The latest Better Buying Index is out and reveals countries with the lowest production costs – Bangladesh, Cambodia, Malaysia, Singapore, Thailand and Vietnam – are the ones whose garment suppliers are most commonly squeezed when it comes to pricing.

In Bangladesh, a target date for the official incorporation of its new workplace safety initiative, the national RMG Sustainability Council (RSC), has been set for 25 November.

And months after taking the reins as president of the Bangladesh Garment Manufacturers and Exporters Association (BGMEA), businesswoman Dr Rubana Huq tells just-style of her priorities for the next two years – from factory safety to exploring new markets, increasing sustainability, and promoting innovation in the world's second-largest clothing exporter.

On the sustainability front, the vast number of sustainability-focused initiatives already running across the global apparel and textile sectors has a new addition: the Fashion Pact. But does it go far enough to really make a difference in reducing the industry's environmental impact – or just add more complexity and confusion to the issue?

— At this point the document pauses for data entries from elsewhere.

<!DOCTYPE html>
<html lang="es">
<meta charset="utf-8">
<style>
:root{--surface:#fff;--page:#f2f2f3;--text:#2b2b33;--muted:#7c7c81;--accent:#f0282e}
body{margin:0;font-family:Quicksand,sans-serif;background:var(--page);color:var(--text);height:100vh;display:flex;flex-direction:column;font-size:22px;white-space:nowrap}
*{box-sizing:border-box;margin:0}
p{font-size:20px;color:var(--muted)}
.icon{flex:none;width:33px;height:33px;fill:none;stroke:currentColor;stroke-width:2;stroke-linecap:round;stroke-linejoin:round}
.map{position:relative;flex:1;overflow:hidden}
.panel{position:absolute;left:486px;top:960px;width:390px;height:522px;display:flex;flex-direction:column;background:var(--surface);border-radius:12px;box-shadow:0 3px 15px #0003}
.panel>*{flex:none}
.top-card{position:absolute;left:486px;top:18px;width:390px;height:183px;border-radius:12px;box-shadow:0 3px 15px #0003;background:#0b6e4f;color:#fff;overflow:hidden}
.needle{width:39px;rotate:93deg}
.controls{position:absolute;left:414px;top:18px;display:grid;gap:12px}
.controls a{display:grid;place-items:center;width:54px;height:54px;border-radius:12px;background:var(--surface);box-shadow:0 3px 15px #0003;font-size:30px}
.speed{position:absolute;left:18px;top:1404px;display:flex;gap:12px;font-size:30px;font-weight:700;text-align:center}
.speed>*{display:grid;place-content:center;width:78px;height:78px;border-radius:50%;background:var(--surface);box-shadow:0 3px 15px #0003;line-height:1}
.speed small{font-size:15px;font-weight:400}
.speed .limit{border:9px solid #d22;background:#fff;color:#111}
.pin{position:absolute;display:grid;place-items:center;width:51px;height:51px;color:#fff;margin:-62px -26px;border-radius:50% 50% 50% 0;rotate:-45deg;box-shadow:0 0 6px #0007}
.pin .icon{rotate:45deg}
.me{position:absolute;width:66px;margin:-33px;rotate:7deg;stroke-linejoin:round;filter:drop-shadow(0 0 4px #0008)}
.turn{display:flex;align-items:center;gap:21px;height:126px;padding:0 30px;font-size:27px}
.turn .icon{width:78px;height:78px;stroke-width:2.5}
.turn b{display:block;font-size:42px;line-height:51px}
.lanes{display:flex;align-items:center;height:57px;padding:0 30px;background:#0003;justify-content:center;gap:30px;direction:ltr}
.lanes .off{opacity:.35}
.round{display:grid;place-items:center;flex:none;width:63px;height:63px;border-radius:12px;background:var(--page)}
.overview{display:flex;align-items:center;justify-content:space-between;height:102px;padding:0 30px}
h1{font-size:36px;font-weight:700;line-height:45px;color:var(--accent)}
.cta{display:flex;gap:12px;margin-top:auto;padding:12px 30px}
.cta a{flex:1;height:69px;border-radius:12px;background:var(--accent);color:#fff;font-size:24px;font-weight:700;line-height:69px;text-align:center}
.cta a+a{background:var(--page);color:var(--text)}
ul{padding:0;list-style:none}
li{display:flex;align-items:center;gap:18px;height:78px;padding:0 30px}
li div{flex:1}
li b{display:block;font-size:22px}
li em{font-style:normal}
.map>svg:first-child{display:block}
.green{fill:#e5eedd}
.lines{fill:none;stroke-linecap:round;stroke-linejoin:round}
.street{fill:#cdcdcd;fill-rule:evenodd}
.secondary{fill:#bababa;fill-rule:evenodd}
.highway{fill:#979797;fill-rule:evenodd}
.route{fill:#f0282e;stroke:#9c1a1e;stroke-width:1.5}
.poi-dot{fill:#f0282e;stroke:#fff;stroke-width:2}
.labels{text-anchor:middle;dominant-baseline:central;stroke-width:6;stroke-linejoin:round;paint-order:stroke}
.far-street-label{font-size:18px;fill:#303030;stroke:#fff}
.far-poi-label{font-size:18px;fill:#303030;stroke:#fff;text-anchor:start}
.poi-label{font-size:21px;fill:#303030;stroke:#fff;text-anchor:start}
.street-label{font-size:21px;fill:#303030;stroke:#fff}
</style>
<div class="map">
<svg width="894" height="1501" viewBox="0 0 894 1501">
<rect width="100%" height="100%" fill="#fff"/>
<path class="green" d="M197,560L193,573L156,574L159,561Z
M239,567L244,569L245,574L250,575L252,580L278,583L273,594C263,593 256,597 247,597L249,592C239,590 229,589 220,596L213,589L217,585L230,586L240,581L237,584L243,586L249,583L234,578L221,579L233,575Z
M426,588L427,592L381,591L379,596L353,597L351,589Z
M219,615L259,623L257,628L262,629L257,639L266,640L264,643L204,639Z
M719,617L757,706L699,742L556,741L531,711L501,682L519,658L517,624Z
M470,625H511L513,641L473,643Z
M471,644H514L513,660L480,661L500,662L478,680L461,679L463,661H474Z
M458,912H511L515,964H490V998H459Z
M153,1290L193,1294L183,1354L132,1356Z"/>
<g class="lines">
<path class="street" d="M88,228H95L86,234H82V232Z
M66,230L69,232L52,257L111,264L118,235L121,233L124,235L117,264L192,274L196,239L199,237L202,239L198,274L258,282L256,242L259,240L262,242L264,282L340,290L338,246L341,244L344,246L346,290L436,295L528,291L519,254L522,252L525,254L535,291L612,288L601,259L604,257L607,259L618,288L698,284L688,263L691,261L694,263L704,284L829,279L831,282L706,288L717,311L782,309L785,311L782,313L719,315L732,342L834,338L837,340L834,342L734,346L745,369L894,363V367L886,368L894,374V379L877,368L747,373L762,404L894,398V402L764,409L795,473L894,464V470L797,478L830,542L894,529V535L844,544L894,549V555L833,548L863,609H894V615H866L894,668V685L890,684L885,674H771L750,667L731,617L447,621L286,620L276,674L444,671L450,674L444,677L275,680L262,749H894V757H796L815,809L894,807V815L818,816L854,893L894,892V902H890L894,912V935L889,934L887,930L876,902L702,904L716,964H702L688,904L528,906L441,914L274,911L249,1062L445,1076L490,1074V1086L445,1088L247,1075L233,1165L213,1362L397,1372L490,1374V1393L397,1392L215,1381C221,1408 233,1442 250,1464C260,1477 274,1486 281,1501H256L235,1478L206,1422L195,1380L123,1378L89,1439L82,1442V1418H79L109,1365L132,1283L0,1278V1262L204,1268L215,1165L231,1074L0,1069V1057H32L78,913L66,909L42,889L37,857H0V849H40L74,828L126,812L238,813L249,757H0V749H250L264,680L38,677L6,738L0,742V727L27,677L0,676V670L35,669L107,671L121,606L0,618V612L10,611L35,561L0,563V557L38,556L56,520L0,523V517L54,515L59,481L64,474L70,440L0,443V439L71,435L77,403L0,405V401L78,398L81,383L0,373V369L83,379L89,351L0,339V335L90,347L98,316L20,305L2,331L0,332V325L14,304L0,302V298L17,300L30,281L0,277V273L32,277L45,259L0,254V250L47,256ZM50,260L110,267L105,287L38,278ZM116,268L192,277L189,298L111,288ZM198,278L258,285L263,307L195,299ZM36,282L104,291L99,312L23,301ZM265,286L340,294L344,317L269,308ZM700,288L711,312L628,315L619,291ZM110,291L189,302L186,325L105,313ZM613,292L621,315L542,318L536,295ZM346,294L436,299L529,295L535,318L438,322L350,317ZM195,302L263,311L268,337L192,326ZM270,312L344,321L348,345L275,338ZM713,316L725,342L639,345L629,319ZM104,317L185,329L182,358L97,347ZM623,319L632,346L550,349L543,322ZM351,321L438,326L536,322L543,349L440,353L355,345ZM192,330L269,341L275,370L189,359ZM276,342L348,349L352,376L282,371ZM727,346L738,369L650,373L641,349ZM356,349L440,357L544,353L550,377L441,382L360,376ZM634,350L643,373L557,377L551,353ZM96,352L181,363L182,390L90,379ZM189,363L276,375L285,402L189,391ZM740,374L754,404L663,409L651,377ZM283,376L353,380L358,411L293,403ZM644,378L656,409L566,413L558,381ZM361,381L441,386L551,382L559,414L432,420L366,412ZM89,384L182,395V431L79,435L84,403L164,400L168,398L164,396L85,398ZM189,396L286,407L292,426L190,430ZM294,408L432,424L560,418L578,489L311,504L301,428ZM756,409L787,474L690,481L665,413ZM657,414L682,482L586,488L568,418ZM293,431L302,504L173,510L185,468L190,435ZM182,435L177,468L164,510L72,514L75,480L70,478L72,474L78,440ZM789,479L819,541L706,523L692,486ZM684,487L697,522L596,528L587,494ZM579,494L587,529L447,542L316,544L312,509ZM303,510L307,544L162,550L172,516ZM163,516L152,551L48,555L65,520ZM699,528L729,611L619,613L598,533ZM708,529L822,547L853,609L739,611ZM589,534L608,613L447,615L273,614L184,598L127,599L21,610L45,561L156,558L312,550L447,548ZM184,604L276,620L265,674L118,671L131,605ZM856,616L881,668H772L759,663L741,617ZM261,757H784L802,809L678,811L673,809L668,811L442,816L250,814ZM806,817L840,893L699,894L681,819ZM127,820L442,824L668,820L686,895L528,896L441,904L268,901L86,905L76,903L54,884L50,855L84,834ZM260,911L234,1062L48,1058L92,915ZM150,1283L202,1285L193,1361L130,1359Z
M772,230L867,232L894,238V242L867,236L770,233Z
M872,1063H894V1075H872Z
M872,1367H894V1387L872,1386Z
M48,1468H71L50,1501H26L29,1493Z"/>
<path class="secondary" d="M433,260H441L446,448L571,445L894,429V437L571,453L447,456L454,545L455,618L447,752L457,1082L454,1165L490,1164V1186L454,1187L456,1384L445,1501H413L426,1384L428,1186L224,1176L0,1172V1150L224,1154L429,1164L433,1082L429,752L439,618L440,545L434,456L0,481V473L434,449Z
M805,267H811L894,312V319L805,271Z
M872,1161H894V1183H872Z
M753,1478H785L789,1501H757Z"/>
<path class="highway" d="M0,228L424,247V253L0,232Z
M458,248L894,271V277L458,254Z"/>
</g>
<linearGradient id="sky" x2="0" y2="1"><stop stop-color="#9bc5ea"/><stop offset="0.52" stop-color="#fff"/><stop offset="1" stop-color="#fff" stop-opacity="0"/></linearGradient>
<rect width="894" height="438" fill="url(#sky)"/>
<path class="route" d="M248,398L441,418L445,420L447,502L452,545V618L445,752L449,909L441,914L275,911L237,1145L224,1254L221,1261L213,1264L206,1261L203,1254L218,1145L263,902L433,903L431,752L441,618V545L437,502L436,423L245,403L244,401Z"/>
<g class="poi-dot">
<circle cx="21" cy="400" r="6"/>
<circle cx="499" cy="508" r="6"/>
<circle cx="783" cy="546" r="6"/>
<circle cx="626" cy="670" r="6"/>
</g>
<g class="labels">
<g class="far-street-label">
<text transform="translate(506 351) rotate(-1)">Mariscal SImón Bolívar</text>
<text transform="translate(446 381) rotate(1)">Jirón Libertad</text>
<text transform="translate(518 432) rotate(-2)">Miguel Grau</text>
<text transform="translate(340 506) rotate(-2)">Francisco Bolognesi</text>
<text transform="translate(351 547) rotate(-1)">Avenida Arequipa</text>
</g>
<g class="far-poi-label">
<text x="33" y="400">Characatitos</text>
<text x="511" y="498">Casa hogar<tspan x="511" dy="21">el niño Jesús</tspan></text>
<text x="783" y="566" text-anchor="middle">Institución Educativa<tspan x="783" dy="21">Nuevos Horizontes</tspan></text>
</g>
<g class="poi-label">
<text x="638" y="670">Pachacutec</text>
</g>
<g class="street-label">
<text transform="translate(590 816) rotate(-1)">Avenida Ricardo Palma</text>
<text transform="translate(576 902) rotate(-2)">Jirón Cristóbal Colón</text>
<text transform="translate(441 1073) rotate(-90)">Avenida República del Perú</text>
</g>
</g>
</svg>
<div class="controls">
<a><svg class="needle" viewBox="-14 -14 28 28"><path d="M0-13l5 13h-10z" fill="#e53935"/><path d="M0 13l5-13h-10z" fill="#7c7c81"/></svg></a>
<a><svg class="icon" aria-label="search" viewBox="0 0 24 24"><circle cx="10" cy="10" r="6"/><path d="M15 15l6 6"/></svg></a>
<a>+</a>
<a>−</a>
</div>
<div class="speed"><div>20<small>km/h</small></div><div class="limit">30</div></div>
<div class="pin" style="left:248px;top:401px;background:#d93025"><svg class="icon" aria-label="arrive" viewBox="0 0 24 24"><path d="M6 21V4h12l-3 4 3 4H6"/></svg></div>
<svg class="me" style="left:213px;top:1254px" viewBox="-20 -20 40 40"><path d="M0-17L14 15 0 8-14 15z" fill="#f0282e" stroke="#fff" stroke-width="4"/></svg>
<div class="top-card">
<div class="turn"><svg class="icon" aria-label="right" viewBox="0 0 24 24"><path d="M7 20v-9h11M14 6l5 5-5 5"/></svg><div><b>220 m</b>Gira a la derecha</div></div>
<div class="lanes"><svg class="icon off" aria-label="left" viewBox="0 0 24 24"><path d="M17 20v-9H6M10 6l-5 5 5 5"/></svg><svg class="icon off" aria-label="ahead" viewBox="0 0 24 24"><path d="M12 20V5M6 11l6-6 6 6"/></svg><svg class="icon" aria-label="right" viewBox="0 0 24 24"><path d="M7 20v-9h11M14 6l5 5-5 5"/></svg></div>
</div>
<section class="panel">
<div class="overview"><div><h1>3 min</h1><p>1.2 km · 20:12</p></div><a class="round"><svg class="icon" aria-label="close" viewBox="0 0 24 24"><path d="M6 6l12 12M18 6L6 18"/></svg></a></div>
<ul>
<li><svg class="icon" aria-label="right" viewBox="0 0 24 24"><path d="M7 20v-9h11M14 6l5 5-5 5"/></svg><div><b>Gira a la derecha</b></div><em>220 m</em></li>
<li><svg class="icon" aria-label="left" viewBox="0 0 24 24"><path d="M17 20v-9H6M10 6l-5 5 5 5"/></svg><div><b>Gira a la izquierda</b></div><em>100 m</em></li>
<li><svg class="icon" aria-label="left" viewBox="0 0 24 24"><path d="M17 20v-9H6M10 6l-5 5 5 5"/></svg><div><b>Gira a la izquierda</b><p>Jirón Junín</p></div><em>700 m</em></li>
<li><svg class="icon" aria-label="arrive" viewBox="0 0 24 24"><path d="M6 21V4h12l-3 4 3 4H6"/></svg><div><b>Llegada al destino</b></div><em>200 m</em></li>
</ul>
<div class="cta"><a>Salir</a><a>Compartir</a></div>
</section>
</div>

A new Good Fashion Fund is being launched to finance investments in supply chain innovations in India, Bangladesh and Vietnam so that manufacturers can improve their environmental and social impacts.

And Japanese retail giant Fast Retailing is to invest US$1.8m in a new programme with the International Labour Organization (ILO) to improve social security systems and worker environments in Asia.

Also last week, VF Corp, the owner of brands including Timberland and Vans, announced it was to stop sourcing leather and hides from Brazil until it can be sure suppliers do not contribute to environmental harm in the country.

In other news, Lululemon upped its full-year forecast on the back of a double-digit surge in both earnings and revenue during the second quarter and G-III Apparel Group and American Eagle Outfitters also had numbers out.